Connecting to your computer can be done through USB 2.0, or Wireless N networking. I’ve done both, making Genesis available to my desktop computer via USB, and sharing it over my network for other devices. Printing from my iPad and my iPhone were both one-touch easy.

Any other thoughts?

Lexmark has turned the idea of the multifunction on its head in several ways here. Substituting a camera for the old, noisy mechanics of a CCD scanning bar is a moment of genius–something that makes you stop and say “why didn’t they think of that 5 years ago?” We’ve seen other camera-based document scanning technologies, but to my knowledge this is the first time they’ve been implemented in a mass-market multifunction. It’s smart, it’s fast, and it’s well implemented here.

The space savings of this new tech has allowed Lexmark to physically rotate the orientation of Genesis, letting it stand up instead of lying down. The footprint is much smaller than most multifunctions, giving you space back on your desk. If you’re doing a lot of scanning or copying you’ll want to place Genesis on a slightly lower work surface. I found that with it on my desk I’d have to get up to change documents, or I’d have to shift to one side to get around the scanning “lid”.

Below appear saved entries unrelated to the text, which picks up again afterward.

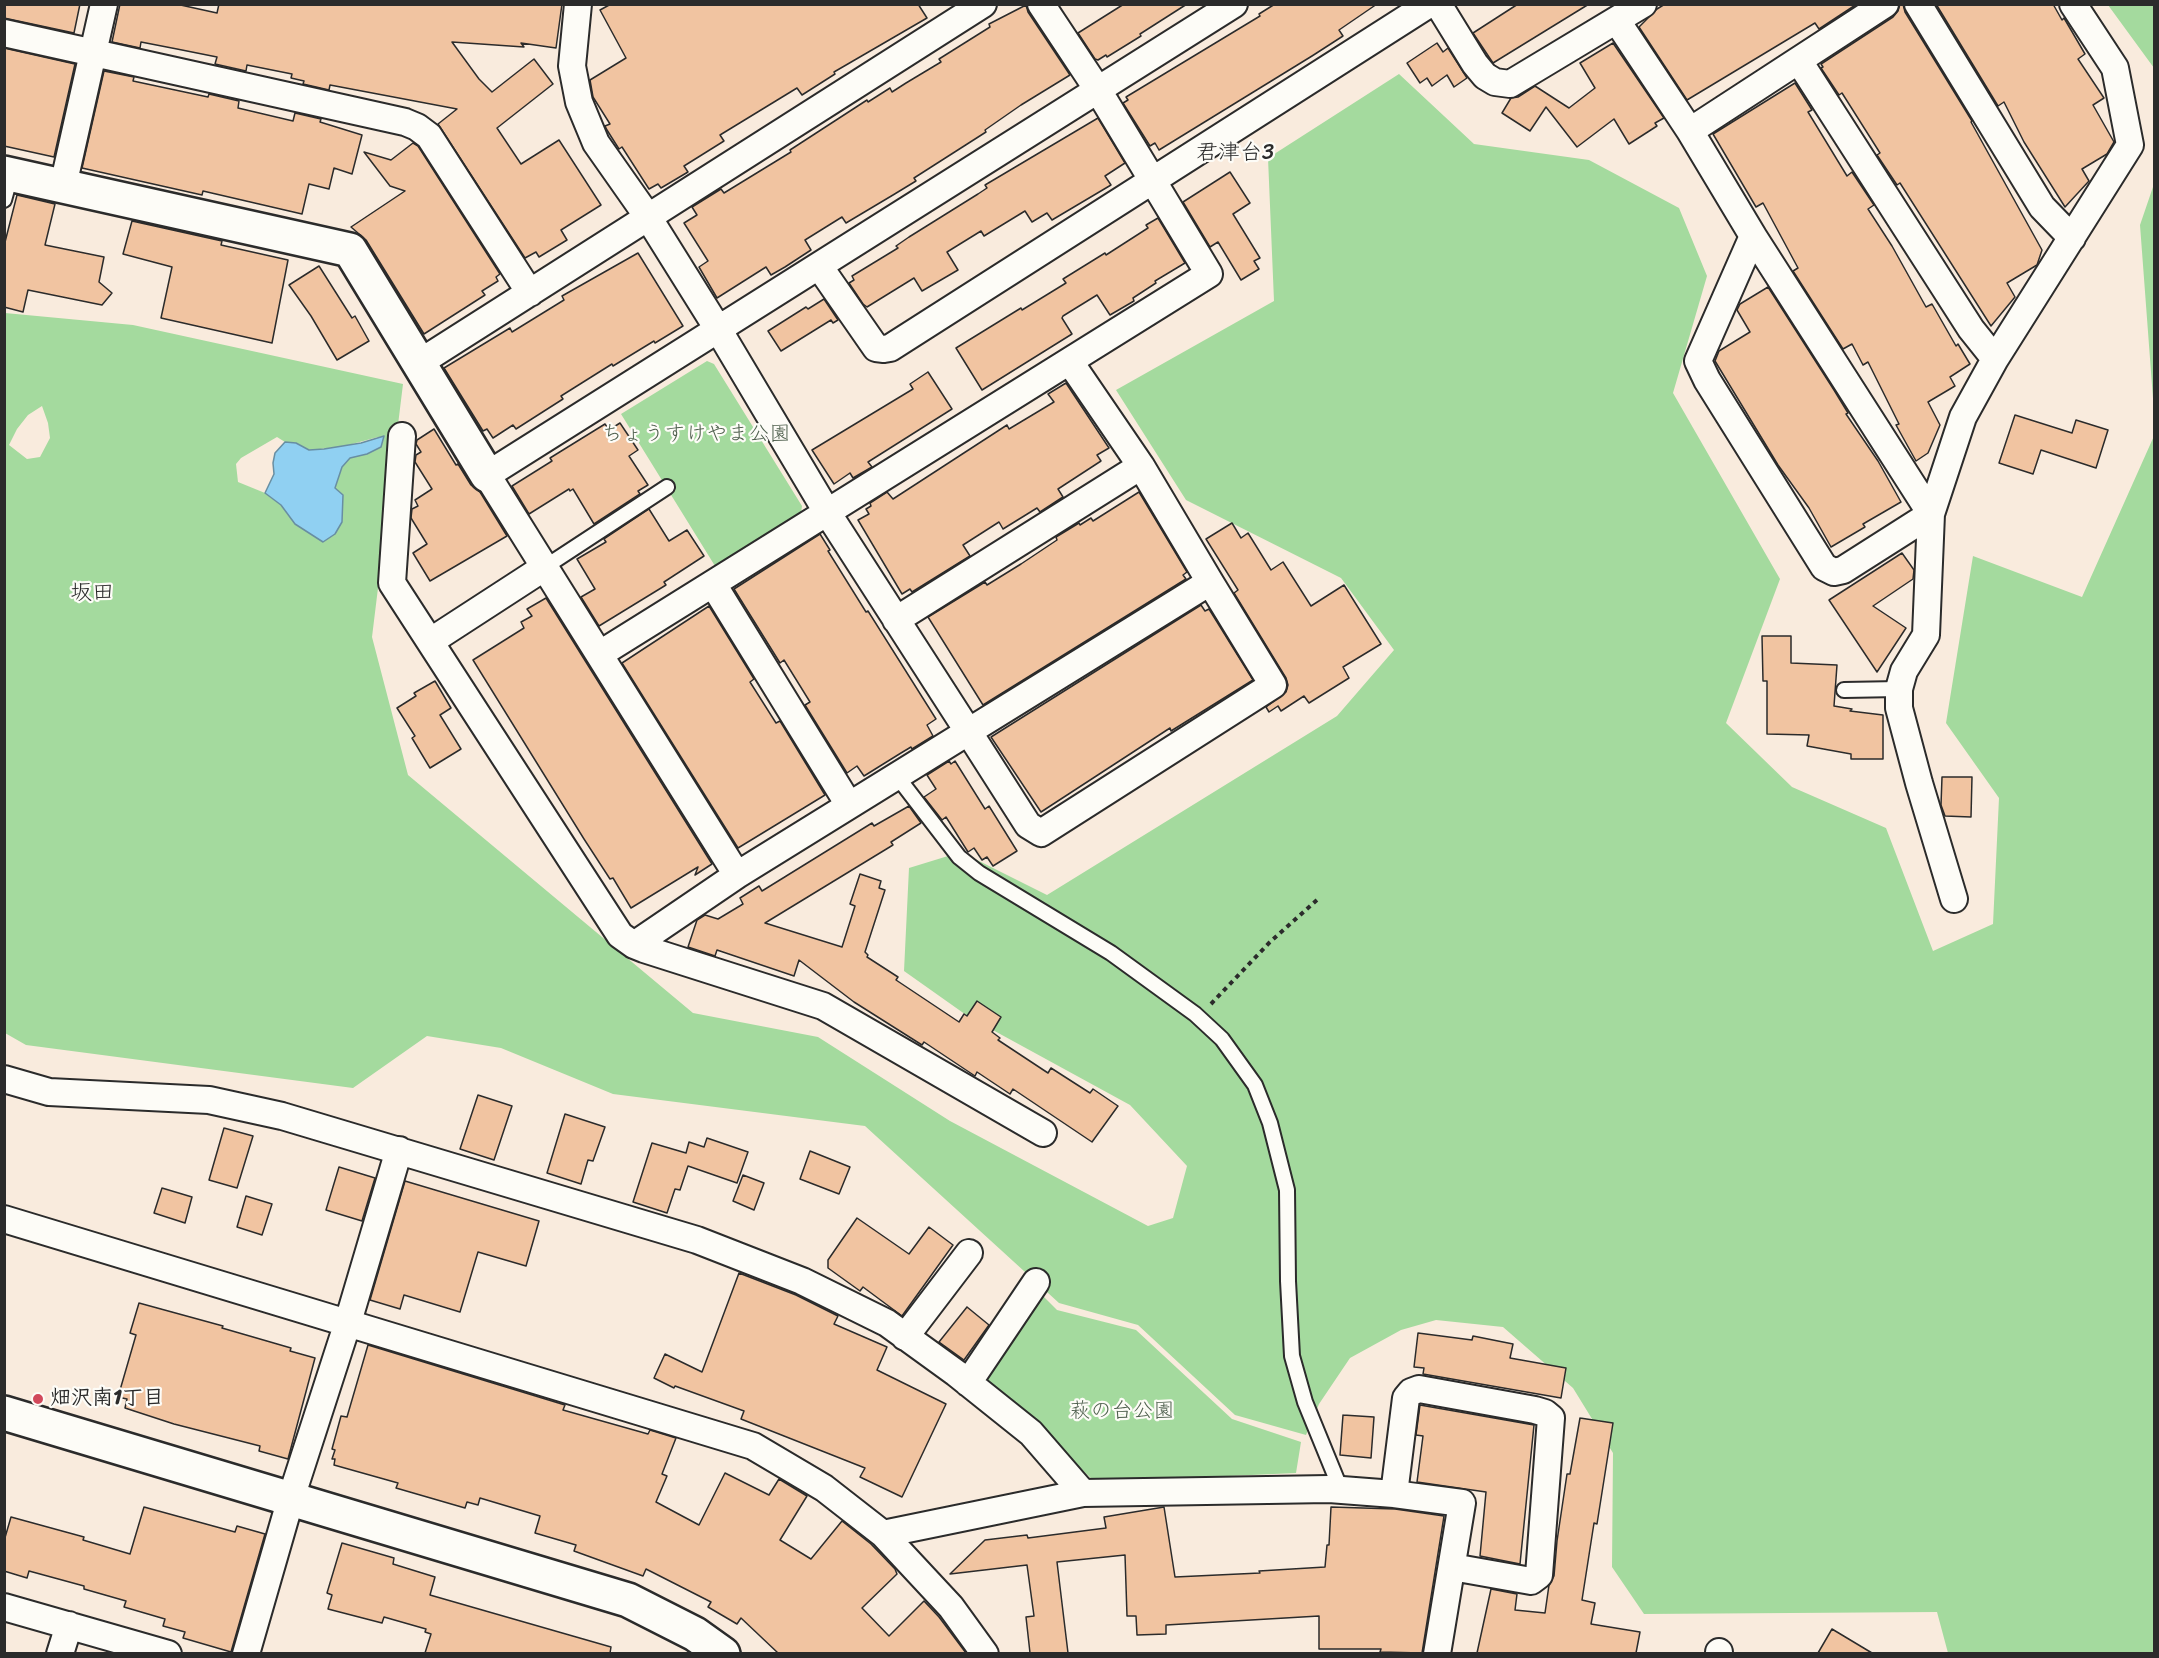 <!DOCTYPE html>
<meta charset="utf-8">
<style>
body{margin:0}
#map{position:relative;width:2159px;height:1658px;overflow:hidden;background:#f9ebdd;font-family:Sriracha,sans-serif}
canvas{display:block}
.frame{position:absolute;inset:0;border:6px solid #2b2b2b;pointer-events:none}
</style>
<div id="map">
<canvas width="2159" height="1658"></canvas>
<div class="frame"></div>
</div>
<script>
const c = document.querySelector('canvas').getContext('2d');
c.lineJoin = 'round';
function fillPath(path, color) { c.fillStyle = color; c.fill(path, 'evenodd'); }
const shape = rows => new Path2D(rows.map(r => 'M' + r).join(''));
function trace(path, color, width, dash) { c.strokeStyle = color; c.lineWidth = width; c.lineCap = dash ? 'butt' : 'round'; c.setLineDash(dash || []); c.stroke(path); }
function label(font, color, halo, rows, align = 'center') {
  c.font = font + ' Sriracha,"Klee One",sans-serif'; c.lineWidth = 4.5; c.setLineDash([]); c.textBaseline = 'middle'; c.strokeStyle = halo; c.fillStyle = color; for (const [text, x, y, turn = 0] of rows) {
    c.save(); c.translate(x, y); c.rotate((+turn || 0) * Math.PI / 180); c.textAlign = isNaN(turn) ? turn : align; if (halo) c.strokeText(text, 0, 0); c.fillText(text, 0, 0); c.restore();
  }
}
fillPath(shape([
 [2108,5,2154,5,2154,68],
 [1399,74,1474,144,1589,160,1679,208,1707,276,1673,393,1780,579,1726,723,1792,787,1886,828,1933,951,1993,924,1999,798,1946,723,1973,556,2082,597,2154,436,2154,1653,1948,1653,1937,1612,1644,1614,1612,1567,1613,1453,1573,1388,1503,1327,1436,1320,1401,1330,1350,1358,1319,1404,1306,1435,1235,1415,1138,1325,1059,1303,865,1126,613,1094,501,1048,427,1036,353,1088,26,1045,5,1033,5,313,133,325,403,384,372,637,408,775,693,1013,818,1037,950,1121,1148,1226,1173,1218,1187,1166,1130,1105,969,1017,904,971,909,868,961,852,1047,895,1337,716,1394,650,1341,578,1186,500,1116,390,1274,301,1268,158],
 [42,406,48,423,50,438,40,457,27,459,9,445,17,429,28,415],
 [277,437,285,442,296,443,309,450,341,447,378,437,367,454,350,458,342,467,335,488,343,495,342,522,288,515,281,505,265,493,238,482,236,464,241,458],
 [2154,184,2154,412,2140,225],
 [707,361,714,364,802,506,801,513,715,566,621,414],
 [1041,1294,1057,1310,1136,1330,1232,1419,1301,1442,1296,1473,1095,1482,984,1376]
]), '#a4da9e');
const water = shape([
 [384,436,381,447,367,454,350,458,342,467,335,488,343,495,342,522,335,534,323,542,295,524,281,505,265,493,274,474,273,463,275,453,285,442,296,443,309,450,324,449,361,443,384,436]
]);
fillPath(water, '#90d0f2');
trace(water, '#688ea2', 1.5);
const building = shape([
 [4,4,80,4,74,33,4,18,4,4],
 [120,4,176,4,217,13,219,4,562,4,556,48,521,43,524,47,452,42,479,79,492,92,534,59,553,84,497,128,521,164,559,140,601,205,561,230,567,240,539,257,536,252,525,258,438,124,457,109,330,85,329,90,303,84,304,81,291,78,292,74,247,65,246,71,215,64,217,57,177,49,141,42,140,48,112,42,120,4],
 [611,4,918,4,927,18,834,72,835,74,802,95,797,88,720,135,724,141,684,166,688,172,661,188,658,184,649,189,622,147,619,149,607,130,605,126,610,124,593,97,590,80,626,58,600,10,611,4],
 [1124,4,1187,4,1140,34,1141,36,1107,57,1106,55,1098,60,1095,59,1078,33,1124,4],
 [1275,4,1377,4,1339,30,1343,36,1312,56,1159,150,1155,143,1150,146,1123,103,1128,100,1126,97,1260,16,1259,14,1275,4],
 [1518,4,1589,4,1493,63,1473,33,1518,4],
 [1665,4,1857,4,1819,29,1815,23,1687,100,1639,27,1657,9,1665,4],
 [1900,4,1903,4,1905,12,1972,121,1971,122,2042,250,2037,265,2007,283,2015,297,1991,326,1900,183,1897,185,1877,155,1880,153,1842,93,1839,95,1821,68,1823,67,1821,64,1893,17,1898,11,1900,4],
 [1936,4,2053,4,2062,20,2064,18,2085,54,2078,59,2104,98,2093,105,2114,142,2107,154,2082,169,2089,181,2065,207,2024,142,2004,102,1998,106,1936,4],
 [1026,5,1028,12,1070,75,1021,105,985,130,986,132,914,178,916,181,893,195,846,223,842,217,805,240,811,250,785,267,771,275,766,267,717,298,699,267,708,261,684,223,697,215,692,207,721,189,724,193,791,152,790,150,867,100,868,102,890,88,892,92,906,83,941,62,939,59,990,27,989,24,1026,5],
 [1437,43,1443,52,1448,48,1467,78,1454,87,1447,75,1432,86,1427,78,1420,83,1407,63,1437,43],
 [1613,43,1664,118,1655,123,1657,126,1629,144,1614,119,1577,147,1546,107,1530,131,1502,113,1511,98,1518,97,1535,86,1569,108,1595,88,1580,63,1613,43],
 [4,48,75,64,54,157,4,146,4,48],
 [104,71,134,77,133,81,208,97,209,94,239,101,238,108,293,121,295,113,321,119,320,122,362,135,352,174,334,168,329,189,309,184,302,214,203,191,202,195,82,168,104,71],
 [1795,83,1812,110,1808,112,1847,176,1852,172,1874,205,1868,209,1892,246,1926,307,1932,304,1956,346,1958,344,1970,364,1950,377,1955,386,1928,402,1940,425,1928,453,1916,461,1896,425,1899,424,1868,362,1863,365,1852,344,1843,349,1793,271,1798,268,1763,203,1756,207,1713,134,1795,83],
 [1098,118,1125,163,1105,176,1111,185,1052,220,1047,213,1032,222,1025,211,984,236,981,231,947,252,958,270,922,291,914,278,867,307,863,304,849,283,854,280,852,276,898,248,896,246,909,237,978,194,987,188,985,185,1098,118],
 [413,143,418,146,500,274,496,277,498,281,482,291,485,295,424,334,366,240,351,227,405,191,390,186,364,152,391,160,413,143],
 [1230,172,1250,203,1233,214,1260,258,1254,261,1259,269,1241,280,1218,242,1210,247,1183,202,1230,172],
 [17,195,55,204,45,245,104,257,99,282,112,293,102,305,28,290,23,312,4,307,4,246,17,195],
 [1158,218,1185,263,1155,281,1156,283,1133,298,1134,301,1110,315,1097,295,1063,316,1062,318,1072,334,982,390,956,348,1021,308,1022,310,1066,283,1063,279,1105,253,1106,255,1148,228,1146,225,1158,218],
 [132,221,222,241,221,245,288,260,272,343,161,318,172,267,123,254,132,221],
 [638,253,683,326,655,343,654,341,613,366,612,364,561,396,563,399,516,429,513,425,493,438,487,429,483,431,444,368,510,328,512,332,564,300,562,296,638,253],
 [319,266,352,318,355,316,369,341,337,360,311,316,289,285,319,266],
 [1768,287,1834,390,1848,413,1846,414,1878,461,1901,502,1863,524,1865,527,1831,547,1809,508,1778,465,1715,361,1719,351,1750,332,1737,310,1740,304,1768,287],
 [824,299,838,320,833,323,831,320,781,351,768,331,806,307,808,309,824,299],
 [928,372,952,409,868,462,872,467,853,478,850,473,834,484,812,450,913,389,910,384,928,372],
 [1066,383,1109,448,1097,455,1101,461,1058,489,1063,497,1040,512,1037,508,1003,529,999,522,963,545,970,556,912,592,910,589,902,594,858,520,869,514,866,509,871,506,870,503,887,492,893,499,1007,425,1009,429,1054,402,1048,394,1066,383],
 [2015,415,2072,433,2076,420,2108,430,2096,468,2041,450,2033,474,1999,463,2015,415],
 [620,423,638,450,629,456,648,485,638,491,640,494,594,524,573,489,570,491,569,489,529,514,512,486,552,461,550,458,605,424,609,430,620,423],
 [434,429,456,465,458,464,471,485,480,492,507,536,430,581,413,553,427,544,411,518,412,509,418,506,415,500,432,489,415,462,416,455,421,452,416,444,417,440,434,429],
 [1139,492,1187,572,1183,575,1186,579,983,705,928,617,985,582,987,585,1021,564,1057,540,1056,537,1079,523,1080,525,1091,518,1093,521,1139,492],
 [649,509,669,541,687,530,704,556,664,582,666,585,599,626,581,597,595,589,577,559,606,542,604,539,649,509],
 [1232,523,1241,538,1248,533,1271,570,1283,562,1311,606,1344,585,1381,644,1343,667,1349,678,1309,703,1304,696,1281,711,1278,706,1269,712,1266,707,1286,692,1288,685,1286,678,1234,593,1238,590,1206,539,1232,523],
 [820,534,830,550,828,551,866,612,868,611,936,719,927,725,933,736,912,749,911,747,901,753,864,776,857,766,847,773,805,705,810,702,784,660,780,663,734,589,820,534],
 [1902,553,1914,570,1913,579,1873,606,1906,628,1877,672,1829,600,1902,553],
 [546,598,712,864,695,875,698,867,631,908,613,878,610,879,584,839,473,660,524,628,521,622,532,616,527,609,546,598],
 [1201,605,1205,611,1209,609,1253,680,1171,731,1170,728,1041,812,991,737,1201,605],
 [709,606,754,679,750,682,776,723,780,721,825,795,738,848,622,663,709,606],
 [1762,636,1791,636,1791,663,1837,665,1834,706,1852,709,1850,711,1883,715,1883,759,1851,759,1851,754,1807,746,1809,735,1767,734,1767,681,1763,681,1762,636],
 [435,681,451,708,440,715,461,749,430,768,412,738,415,736,397,708,416,696,414,693,435,681],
 [949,761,951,764,955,761,985,809,989,806,1017,851,993,866,987,857,982,860,974,848,968,852,946,817,942,820,924,797,936,789,927,775,949,761],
 [1942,777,1972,777,1971,817,1945,816,1941,805,1942,777],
 [909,806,921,823,891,842,893,845,765,923,842,947,855,906,850,904,860,874,881,881,879,888,885,890,865,952,868,955,867,957,898,977,896,980,959,1022,964,1014,967,1016,977,1001,1001,1017,992,1032,1000,1038,998,1040,1048,1073,1051,1068,1090,1093,1093,1089,1118,1106,1092,1142,1013,1089,1010,1094,977,1072,975,1076,924,1042,922,1045,854,1002,799,960,794,976,717,950,715,956,688,947,697,920,705,915,718,919,743,904,740,898,759,886,762,891,872,823,874,826,909,806],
 [478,1095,512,1106,494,1160,460,1149,478,1095],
 [565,1114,605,1127,593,1161,588,1160,581,1184,547,1173,565,1114],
 [224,1128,253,1136,237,1188,209,1180,224,1128],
 [707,1138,748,1152,737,1183,688,1166,680,1190,675,1189,667,1213,633,1202,652,1143,686,1153,689,1142,704,1147,707,1138],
 [810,1151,850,1167,839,1194,800,1179,810,1151],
 [339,1167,375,1178,362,1221,326,1210,339,1167],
 [743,1175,764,1183,754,1210,733,1201,743,1175],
 [405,1181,539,1221,526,1266,478,1252,460,1312,404,1295,400,1309,370,1300,405,1181],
 [162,1188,192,1197,185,1223,154,1213,162,1188],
 [246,1196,272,1204,262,1235,237,1227,246,1196],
 [857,1218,909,1254,929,1227,953,1245,902,1316,863,1287,860,1291,828,1268,828,1260,857,1218],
 [739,1273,796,1295,838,1316,834,1324,887,1347,877,1370,946,1404,902,1497,860,1477,865,1468,741,1419,744,1411,675,1386,674,1388,654,1378,665,1354,702,1372,739,1273],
 [139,1303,223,1326,222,1328,291,1348,290,1351,315,1358,288,1459,259,1451,260,1446,174,1424,125,1408,127,1399,118,1397,136,1335,130,1333,139,1303],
 [967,1307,989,1325,964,1360,939,1342,967,1307],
 [1418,1333,1472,1340,1473,1336,1513,1344,1510,1358,1566,1368,1561,1398,1423,1374,1424,1368,1414,1367,1418,1333],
 [368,1345,565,1405,563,1410,648,1434,650,1430,676,1438,662,1474,667,1476,656,1502,699,1525,725,1473,769,1495,779,1479,807,1496,780,1540,811,1559,842,1521,871,1544,895,1569,897,1574,862,1608,889,1636,924,1601,939,1617,966,1653,778,1653,741,1618,737,1624,708,1607,711,1602,646,1569,643,1576,574,1551,576,1545,535,1533,540,1516,480,1498,478,1505,467,1502,465,1508,396,1488,398,1483,334,1465,335,1459,332,1459,335,1450,332,1449,341,1416,347,1417,368,1345],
 [1420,1405,1534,1425,1520,1564,1480,1556,1486,1492,1417,1482,1423,1436,1416,1435,1420,1405],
 [1343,1415,1374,1417,1371,1458,1340,1455,1343,1415],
 [1580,1418,1613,1423,1597,1524,1594,1523,1582,1600,1595,1603,1591,1624,1640,1632,1636,1653,1477,1653,1491,1589,1517,1594,1515,1610,1545,1613,1549,1585,1554,1576,1557,1541,1567,1474,1570,1474,1580,1418],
 [144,1507,235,1532,237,1526,265,1534,231,1652,183,1638,185,1632,163,1626,165,1619,124,1607,126,1601,84,1589,84,1586,29,1571,27,1578,4,1571,4,1541,11,1517,84,1537,83,1540,130,1554,144,1507],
 [1164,1507,1175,1577,1260,1573,1259,1571,1325,1567,1327,1545,1329,1545,1331,1507,1395,1509,1444,1516,1422,1653,1380,1652,1381,1649,1319,1649,1319,1616,1166,1625,1166,1634,1137,1635,1136,1616,1127,1616,1125,1555,1057,1562,1068,1653,1030,1653,1026,1617,1034,1616,1027,1565,950,1574,985,1540,1027,1535,1028,1538,1106,1528,1104,1517,1164,1507],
 [342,1543,394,1558,393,1564,435,1577,430,1595,611,1647,610,1653,425,1653,431,1634,425,1632,426,1629,384,1617,382,1623,328,1609,332,1595,327,1593,342,1543],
 [1832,1629,1872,1653,1818,1653,1832,1629]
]);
fillPath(building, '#f1c4a1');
trace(building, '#2b2b2b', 1.5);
const service = shape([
 [4,200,11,175],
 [545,567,667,487],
 [1844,690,1899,689],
 [896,775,959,857,979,873,1111,953,1195,1014,1222,1039,1255,1085,1270,1123,1287,1190,1288,1281,1292,1356,1305,1402,1341,1490]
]);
const minor = shape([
 [578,4,572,66,579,102,596,143,648,217,718,329,827,512,968,731,1028,825,1041,833,1273,685,1210,582,1141,466,1070,362],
 [1438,4,1475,64,1485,76,1495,82,1510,84,1643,4],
 [1918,4,2042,207,2072,238],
 [1617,21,1690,131,1753,236,1931,514],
 [4,33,405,122,417,127,429,136,530,293],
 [1799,61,1971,329,1995,359],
 [1690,131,1885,4],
 [63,186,104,4],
 [1753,236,1698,361,1707,380,1824,567,1834,572,1843,570,1931,514],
 [819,266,876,348,884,349,890,348,1429,4],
 [419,363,983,4],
 [402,436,392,583,620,935,634,945,644,949,823,1006,1043,1133],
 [713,584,849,805],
 [896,620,1141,466],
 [431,641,545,567],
 [600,654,1209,274,1098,90,1041,4],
 [737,875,487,475,1234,4],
 [1954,899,1919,783,1899,708,1899,689,1904,671,1926,635,1931,514,1963,417,1995,359,2130,145,2115,68,2073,4],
 [634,945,737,875,1210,582],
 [4,1079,49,1092,209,1100,282,1116,697,1240,802,1281,887,1323,956,1373,1031,1433,1083,1493],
 [4,1219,753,1446,824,1488,883,1534,951,1607,985,1654],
 [905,1337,969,1253],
 [968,1383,1036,1282],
 [1394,1494,1406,1398,1411,1392,1419,1389,1535,1410,1545,1413,1551,1418,1539,1575,1531,1581,1452,1567],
 [883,1534,1083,1493,1329,1489,1394,1494,1462,1503,1437,1654],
 [4,1607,168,1654],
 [60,1654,69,1625],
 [246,1654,291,1498,348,1322,399,1150],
 [1719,1654,1719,1652]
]);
const tertiary = shape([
 [4,173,350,250,487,475],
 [4,1413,628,1600,695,1634,723,1654]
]);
trace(service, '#2b2b2b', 18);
trace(minor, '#2b2b2b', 30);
trace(tertiary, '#2b2b2b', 38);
trace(shape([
 [1211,1004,1269,943,1317,900]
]), '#2b2b2b', 4, [4.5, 4.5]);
trace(service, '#fdfcf7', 14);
trace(minor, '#fdfcf7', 26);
trace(tertiary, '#fdfcf7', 33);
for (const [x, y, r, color] of [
 [38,1399,6,"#d1495b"]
]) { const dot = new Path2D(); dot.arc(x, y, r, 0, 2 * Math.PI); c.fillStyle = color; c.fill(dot); trace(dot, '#fdfcf7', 2); }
label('21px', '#4f604e', '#fdfcf7', [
 ["ちょうすけやま公園",696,435],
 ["萩の台公園",1122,1412]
]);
label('bold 21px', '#2b2b2b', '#fdfcf7', [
 ["畑沢南1丁目",50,1399]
], 'left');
label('22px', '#2b2b2b', '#fdfcf7', [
 ["君津台3",1235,153],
 ["坂田",92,593]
]);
</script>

The last thought here is the finish. Lexmark has opted for a gorgeous glossy black and silver colour scheme, letting Genesis really stand out. It’s both a blessing and a curse; while it looks beautiful and catches a lot of eyes, it also catches a lot of dust, picks up fingerprints like a rookie at Scotland Yard, and scratches incredibly easily. Lexmark has done the right thing and included a polishing cloth that stores conveniently in a small nook above the ink carriage, but sadly that cloth can’t polish out the scratch that somehow emerged on my demo unit within the first week. I have no idea what scratched it, but it’s driving me bonkers! Go matte next time, Lexmark!

The final word.

Genesis is new and different, but I can say with some confidence that you shouldn’t shy away from it. The technologies inside it are mature, and Lexmark has proven that they have the chops to create a premier, groundbreaking device that may be a game-changer for this category. It’s faster, quieter, smarter, and prettier than a lot of its competition. If you’re tired of a constant cycle of cheap junk multifunctions, Genesis is here as your new beginning.